When the string "street" occurs in a line of the listing below, return that line.
--- Exercise inputs Enclosed Below ---
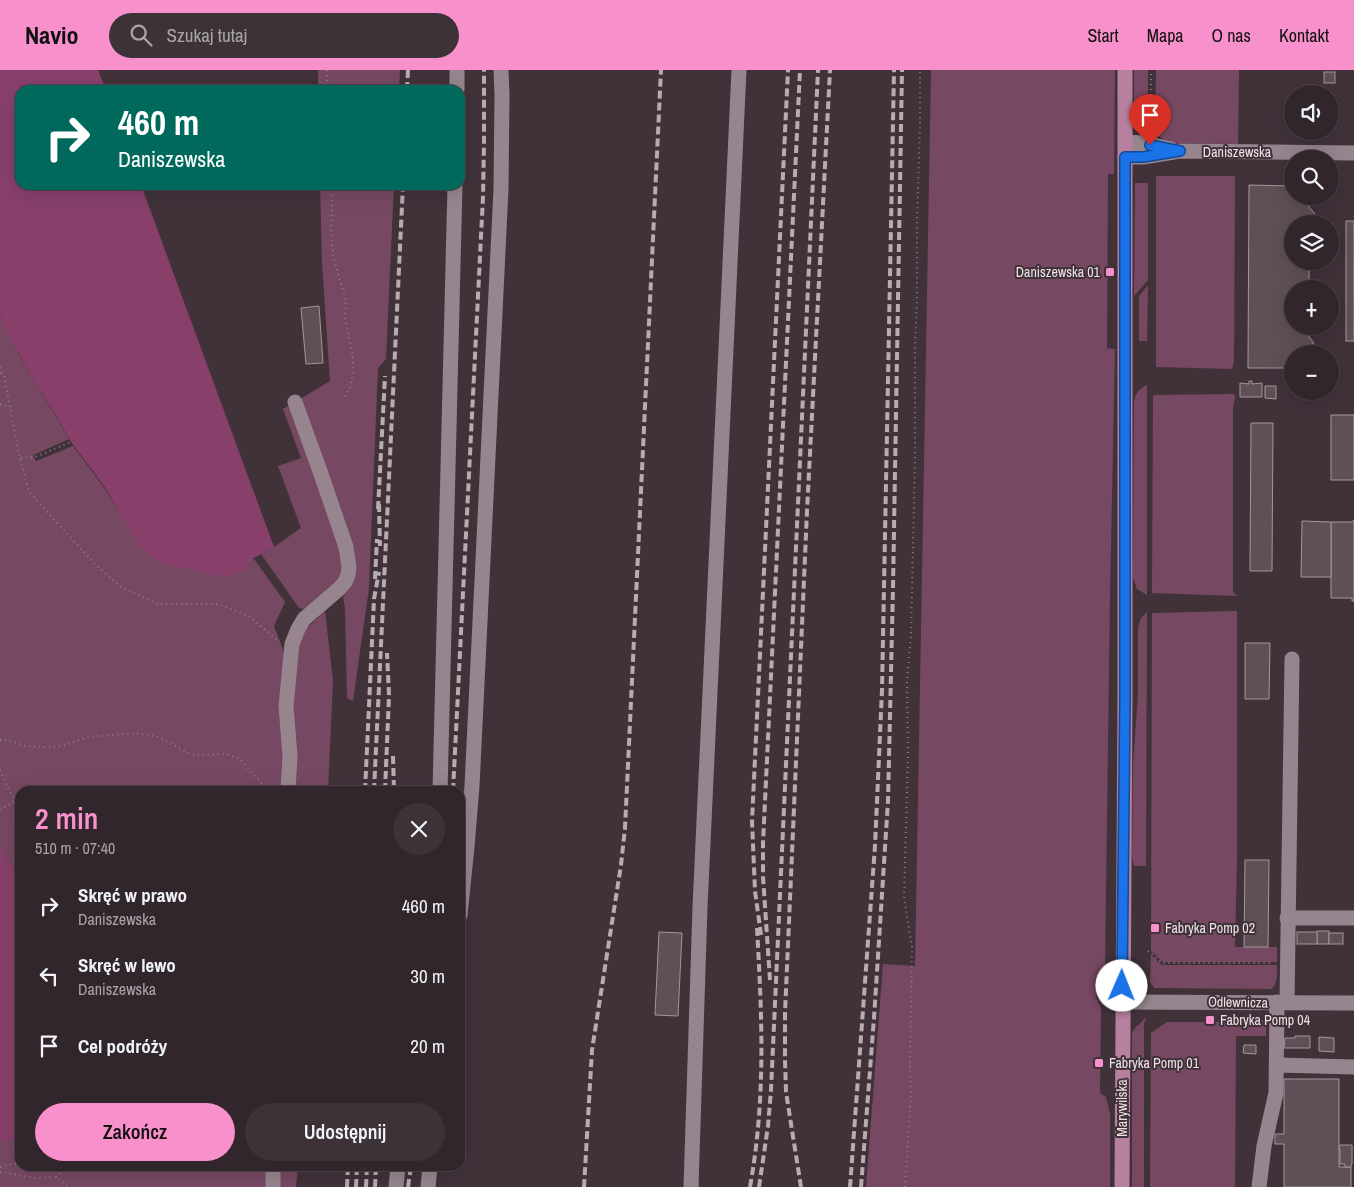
<!DOCTYPE html>
<html lang="pl">
<meta charset="utf-8">
<style>
body{margin:0;font-family:"Archivo Narrow",sans-serif;background:#3d3238;color:#f1f3f6;height:100vh;display:flex;flex-direction:column;font-size:19px;white-space:nowrap}
*{box-sizing:border-box;margin:0}
p{font-size:16px;color:#a8a5a9}
.icon{flex:none;width:28px;height:28px;fill:none;stroke:currentColor;stroke-width:2;stroke-linecap:round;stroke-linejoin:round}
.map{position:relative;flex:1;overflow:hidden}
.side{position:absolute;left:15px;top:716px;width:450px;height:385px;display:flex;flex-direction:column;background:#31262c;border-radius:15px;box-shadow:0 5px 20px #0002,0 0 0 1px #4c4348}
.side>*{flex:none}
.top-card{position:absolute;left:15px;top:15px;width:450px;height:105px;border-radius:15px;box-shadow:0 5px 20px #0002,0 0 0 1px #4c4348;background:#00695c;color:#fff;overflow:hidden}
.tools{position:absolute;left:1284px;top:15px;display:grid;gap:10px}
.tools a{display:grid;place-items:center;width:55px;height:55px;border-radius:50%;background:#31262c;box-shadow:0 5px 20px #0002,0 0 0 1px #4c4348;font-size:25px}
.pin{position:absolute;display:grid;place-items:center;width:42px;height:42px;color:#fff;margin:-51px -21px;border-radius:50% 50% 50% 0;rotate:-45deg;box-shadow:0 0 5px #0007}
.pin .icon{rotate:45deg}
.me{position:absolute;width:55px;margin:-28px;rotate:1deg;stroke-linejoin:round;filter:drop-shadow(0 0 4px #0008)}
.turn{display:flex;align-items:center;gap:18px;height:105px;padding:0 20px;font-size:22px}
.turn .icon{width:65px;height:65px;stroke-width:2.5}
.turn b{display:block;font-size:35px;line-height:42px}
.round{display:grid;place-items:center;flex:none;width:52px;height:52px;border-radius:26px;background:#3d3238}
.summary{display:flex;align-items:center;justify-content:space-between;height:85px;padding:0 20px}
h1{font-size:30px;font-weight:600;line-height:38px;color:#f890cc}
.action{display:flex;gap:10px;margin-top:auto;padding:10px 20px}
.action a{flex:1;height:58px;border-radius:30px;background:#f890cc;color:#111;font-size:20px;font-weight:600;line-height:58px;text-align:center}
.action a+a{background:#3d3238;color:#f1f3f6}
ul{padding:0;list-style:none}
li{display:flex;align-items:center;gap:15px;height:70px;padding:0 20px}
li div{flex:1}
li b{display:block;font-size:19px}
li em{font-style:normal}
header{display:flex;align-items:center;gap:30px;box-sizing:border-box;height:70px;padding:0 25px;background:#f890cc;color:#111}
header strong{font-size:24px}
nav{display:flex;gap:28px;margin-inline-start:auto;font-size:18px}
.search{width:350px;height:45px;background:#3d3238;display:flex;align-items:center;gap:12px;box-sizing:border-box;padding:0 18px;border-radius:28px;color:#a8a5a9;font-size:19px}
.map>svg:first-child{display:block}
.green{fill:#774862}
.water{fill:#88406b}
.building{fill:#5f4f57;stroke:#a6959d}
.lines{fill:none;stroke-linecap:round;stroke-linejoin:round}
.path{stroke:#8c7f86;stroke-width:2;stroke-dasharray:1 4;stroke-linecap:butt}
.minor{stroke:#96858e;stroke-width:15}
.major{stroke:#b6809e;stroke-width:15}
.rail{stroke:#b8acb2;stroke-width:4;stroke-dasharray:8 4;stroke-linecap:butt}
.route-casing{stroke:#114b97;stroke-width:12}
.route{stroke:#1a73e8;stroke-width:9}
.poi-dot{fill:#f890cc;stroke:#41323a;stroke-width:2}
.labels{text-anchor:middle;stroke-width:4;stroke-linejoin:round;paint-order:stroke}
.street-label{font-size:14px;fill:#ece2e7;stroke:#41323a}
.poi-label{font-size:14px;fill:#ece2e7;stroke:#41323a;text-anchor:start}
</style>
<header>
<strong>Navio</strong>
<div class="search"><svg class="icon" aria-label="search" viewBox="0 0 24 24"><circle cx="10" cy="10" r="6"/><path d="M15 15l6 6"/></svg>Szukaj tutaj</div>
<nav><a>Start</a><a>Mapa</a><a>O nas</a><a>Kontakt</a></nav>
</header>
<div class="map">
<svg width="1354" height="1117" viewBox="0 0 1354 1117">
<rect width="100%" height="100%" fill="#41323a"/>
<g class="green">
<polygon points="318,0 400,0 399,20 318,20"/>
<polygon points="931,0 1115,0 1114,104 1108,104 1107,278 1115,279 1110,527 1105,896 1097,910 1096,927 1101,938 1100,1023 1106,1027 1110,1044 1110,1117 866,1117 883,894 915,896"/>
<polygon points="1134,0 1148,0 1148,69 1140,63 1134,53"/>
<polygon points="1156,0 1239,0 1238,74 1167,73 1159,66 1155,59"/>
<polygon points="1156,106 1235,106 1234,292 1232,299 1156,297"/>
<polygon points="1135,113 1148,113 1148,210 1134,226"/>
<path d="M320,115H394L386,289L378,298L369,518L353,631L347,628L345,538L343,527C354,514 358,503 355,487L300,329L330,311L322,192Z"/>
<polygon points="1148,215 1147,271 1139,271 1139,226"/>
<path d="M0,245C17,289 46,327 69,369L33,385L36,391L73,376L103,416L120,443L252,489H254L285,532L274,556L285,585L284,721H20V806L0,777Z"/>
<path d="M1147,315V525L1137,519L1133,508L1134,332C1135,323 1140,318 1147,315Z"/>
<polygon points="1234,324 1235,328 1233,337 1233,522 1237,526 1152,523 1153,325"/>
<polygon points="291,334 344,489 343,501 335,514 304,539 299,538 261,484 274,477 301,458 278,396 301,388 283,339"/>
<polygon points="325,541 333,611 328,721 295,721 292,634 298,574 306,559"/>
<polygon points="1237,541 1237,789 1235,877 1277,877 1277,892 1163,892 1151,881 1152,543"/>
<polygon points="1147,542 1146,796 1134,796 1132,786 1133,694 1138,625 1138,557 1141,548"/>
<path d="M1151,885L1162,895H1277C1277,904 1278,912 1272,919L1154,918L1150,912Z"/>
<polygon points="1145,948 1146,950 1144,952 1144,1117 1132,1117 1132,963 1137,955 1138,956"/>
<polygon points="1234,950 1263,950 1266,954 1266,966 1236,966 1235,1117 1150,1117 1151,963 1167,952 1229,952"/>
<polygon points="0,1070 20,1070 20,1096 269,1096 268,1117 0,1117"/>
<polygon points="279,1096 298,1096 296,1117 278,1117"/>
</g>
<g class="water">
<polygon points="0,0 98,0 106,20 20,20 20,115 141,115 274,477 252,489 244,500 223,507 160,493 140,477 104,416 71,372 55,344 31,306 7,263 0,245"/>
<polygon points="0,777 20,806 20,1070 0,1070"/>
</g>
<g class="building">
<rect x="1324" y="2" width="11" height="11"/>
<polygon points="1249,115 1292,116 1292,126 1309,126 1309,137 1315,144 1309,148 1309,154 1292,154 1292,191 1309,191 1309,219 1292,219 1292,256 1309,256 1309,267 1314,273 1309,277 1309,284 1292,284 1292,298 1248,298"/>
<rect x="1346" y="151" width="8" height="120"/>
<polygon points="319,236 323,293 306,294 301,238"/>
<polygon points="1249,311 1252,311 1252,314 1262,313 1262,327 1240,327 1240,313 1249,314"/>
<polygon points="1265,316 1276,316 1276,329 1265,328"/>
<rect x="1331" y="345" width="23" height="65"/>
<polygon points="1251,353 1273,353 1272,501 1250,501"/>
<polygon points="1354,450 1354,531 1352,531 1352,528 1331,528 1331,452 1352,452"/>
<polygon points="1302,451 1331,452 1331,507 1301,507"/>
<polygon points="1245,573 1270,573 1269,629 1245,629"/>
<polygon points="1245,790 1269,790 1268,877 1244,877"/>
<rect x="1317" y="861" width="12" height="13"/>
<polygon points="659,862 682,863 678,946 655,945"/>
<rect x="1297" y="862" width="20" height="12"/>
<rect x="1329" y="863" width="14" height="11"/>
<polygon points="1295,966 1310,966 1310,978 1284,978 1285,968 1295,968"/>
<polygon points="1319,967 1334,968 1334,982 1319,981"/>
<polygon points="1244,975 1256,975 1256,984 1243,983"/>
<polygon points="1284,1009 1339,1009 1339,1097 1351,1097 1351,1117 1284,1117 1284,1074 1275,1074 1275,1064 1284,1064"/>
<polygon points="1340,1075 1352,1075 1352,1094 1351,1095 1351,1097 1345,1097 1345,1094 1340,1094 1340,1079 1339,1079 1339,1076"/>
</g>
<g class="lines">
<g class="path">
<polyline points="327,0 327,20"/>
<polyline points="1151,60 1151,0"/>
<polyline points="333,115 331,160 333,186 346,231 345,248 353,287 353,304 350,317 344,329"/>
<polyline points="0,297 4,306 20,388 29,422 95,494 121,517 157,534 218,534 249,546 279,572"/>
<polyline points="0,303 4,306"/>
<polyline points="0,334 9,337"/>
<polyline points="21,388 35,387 71,372"/>
<polyline points="0,670 7,670 26,676 47,677 62,676 89,667 136,663 149,665 161,668 188,683 195,685 226,684 240,689 268,721"/>
<polyline points="0,700 10,722 20,734"/>
<polyline points="0,740 17,730"/>
<polyline points="1148,881 1162,893 1273,893"/>
<polyline points="55,1096 64,1100"/>
<polyline points="0,1097 20,1093"/>
<polyline points="0,1102 35,1108 56,1107 68,1117"/>
<polyline points="56,1107 69,1096"/>
<polyline points="905,1117 911,1027 910,992 912,877 904,828 908,685 907,610 911,566 915,388 915,277 917,226 917,151 920,57 920,0"/>
</g>
<g class="minor">
<polyline points="457,20 457,0"/>
<polyline points="1125,72 1143,73 1171,79"/>
<polyline points="1125,87 1143,87 1180,81 1354,83"/>
<polyline points="288,721 290,686 286,636 292,574 298,559 304,549 340,518 345,512 348,505 349,497 346,477 321,404 295,332"/>
<polyline points="440,721 455,115"/>
<polyline points="460,845 467,777 472,716 501,119 502,25 501,0"/>
<polyline points="1287,848 1354,848"/>
<polyline points="1122,932 1354,933"/>
<polyline points="1287,932 1292,589"/>
<polyline points="1277,995 1354,997"/>
<polyline points="273,1117 273,1096"/>
<polyline points="396,1117 398,1096"/>
<polyline points="428,1117 430,1096"/>
<polyline points="691,1117 700,837 739,0"/>
<polyline points="1259,1117 1264,1076 1276,1023 1277,932"/>
</g>
<polyline class="major" points="1122,1117 1125,629 1125,0"/>
<g class="rail">
<polyline points="407,20 408,0"/>
<polyline points="379,434 380,476"/>
<polyline points="378,439 385,306"/>
<polyline points="375,509 377,469"/>
<polyline points="393,686 394,721"/>
<polyline points="365,721 374,529 379,502"/>
<polyline points="374,721 403,115"/>
<polyline points="385,721 389,625 387,583"/>
<polyline points="453,721 483,127 484,71 484,0"/>
<polyline points="761,865 755,821 752,751 788,0"/>
<polyline points="770,910 763,807 763,773 800,0"/>
<polyline points="347,1117 348,1096"/>
<polyline points="356,1117 357,1096"/>
<polyline points="366,1117 367,1096"/>
<polyline points="375,1117 376,1096"/>
<polyline points="408,1117 411,1096"/>
<polyline points="584,1117 592,980 621,795 625,758 661,0"/>
<path d="M750,1117C766,1028 762,947 757,858"/>
<polyline points="759,1117 768,1056 771,1020 818,0"/>
<polyline points="801,1117 786,1022 785,990 785,943 807,441 830,0"/>
<polyline points="850,1117 875,776 882,620 894,0"/>
<polyline points="861,1117 874,948 888,731 893,517 902,0"/>
</g>
</g>
<g class="lines">
<g class="route-casing">
<polyline id="route" points="1122,916 1125,629 1125,87 1143,87 1180,81 1150,75"/>
</g>
<use href="#route" class="route"/>
</g>
<g class="poi-dot">
<rect x="1105" y="197" width="10" height="10" rx="2.5"/>
<rect x="1150" y="853" width="10" height="10" rx="2.5"/>
<rect x="1205" y="945" width="10" height="10" rx="2.5"/>
<rect x="1094" y="988" width="10" height="10" rx="2.5"/>
</g>
<g class="labels">
<g class="street-label">
<text x="1237" y="87">Daniszewska</text>
<text transform="translate(1238 932) rotate(1)" y="5">Odlewnicza</text>
<text transform="translate(1122 1038) rotate(-90)" y="5">Marywilska</text>
</g>
<g class="poi-label">
<text x="1100" y="207" text-anchor="end">Daniszewska 01</text>
<text x="1165" y="863">Fabryka Pomp 02</text>
<text x="1220" y="955">Fabryka Pomp 04</text>
<text x="1109" y="998">Fabryka Pomp 01</text>
</g>
</g>
</svg>
<div class="tools">
<a><svg class="icon" aria-label="sound" viewBox="0 0 24 24"><path d="M4 9h4l5-4v14l-5-4H4zM17 9q2 3 0 6"/></svg></a>
<a><svg class="icon" aria-label="search" viewBox="0 0 24 24"><circle cx="10" cy="10" r="6"/><path d="M15 15l6 6"/></svg></a>
<a><svg class="icon" aria-label="layers" viewBox="0 0 24 24"><path d="M12 4l9 5-9 5-9-5zM3 14l9 5 9-5"/></svg></a>
<a>+</a>
<a>−</a>
</div>
<div class="pin" style="left:1150px;top:75px;background:#d93025"><svg class="icon" aria-label="arrive" viewBox="0 0 24 24"><path d="M6 21V4h12l-3 4 3 4H6"/></svg></div>
<svg class="me" style="left:1122px;top:916px" viewBox="-20 -20 40 40"><circle r="19" fill="#fff"/><path d="M0-13L10 11 0 6-10 11z" fill="#1a73e8"/></svg>
<div class="top-card">
<div class="turn"><svg class="icon" aria-label="right" viewBox="0 0 24 24"><path d="M7 20v-9h11M14 6l5 5-5 5"/></svg><div><b>460 m</b>Daniszewska</div></div>
</div>
<section class="side">
<div class="summary"><div><h1>2 min</h1><p>510 m · 07:40</p></div><a class="round"><svg class="icon" aria-label="close" viewBox="0 0 24 24"><path d="M6 6l12 12M18 6L6 18"/></svg></a></div>
<ul>
<li><svg class="icon" aria-label="right" viewBox="0 0 24 24"><path d="M7 20v-9h11M14 6l5 5-5 5"/></svg><div><b>Skręć w prawo</b><p>Daniszewska</p></div><em>460 m</em></li>
<li><svg class="icon" aria-label="left" viewBox="0 0 24 24"><path d="M17 20v-9H6M10 6l-5 5 5 5"/></svg><div><b>Skręć w lewo</b><p>Daniszewska</p></div><em>30 m</em></li>
<li><svg class="icon" aria-label="arrive" viewBox="0 0 24 24"><path d="M6 21V4h12l-3 4 3 4H6"/></svg><div><b>Cel podróży</b></div><em>20 m</em></li>
</ul>
<div class="action"><a>Zakończ</a><a>Udostępnij</a></div>
</section>
</div>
--- End of Enclosed Exercise inputs ---
Finished task:
.street-label{font-size:14px;fill:#ece2e7;stroke:#41323a}
<g class="street-label">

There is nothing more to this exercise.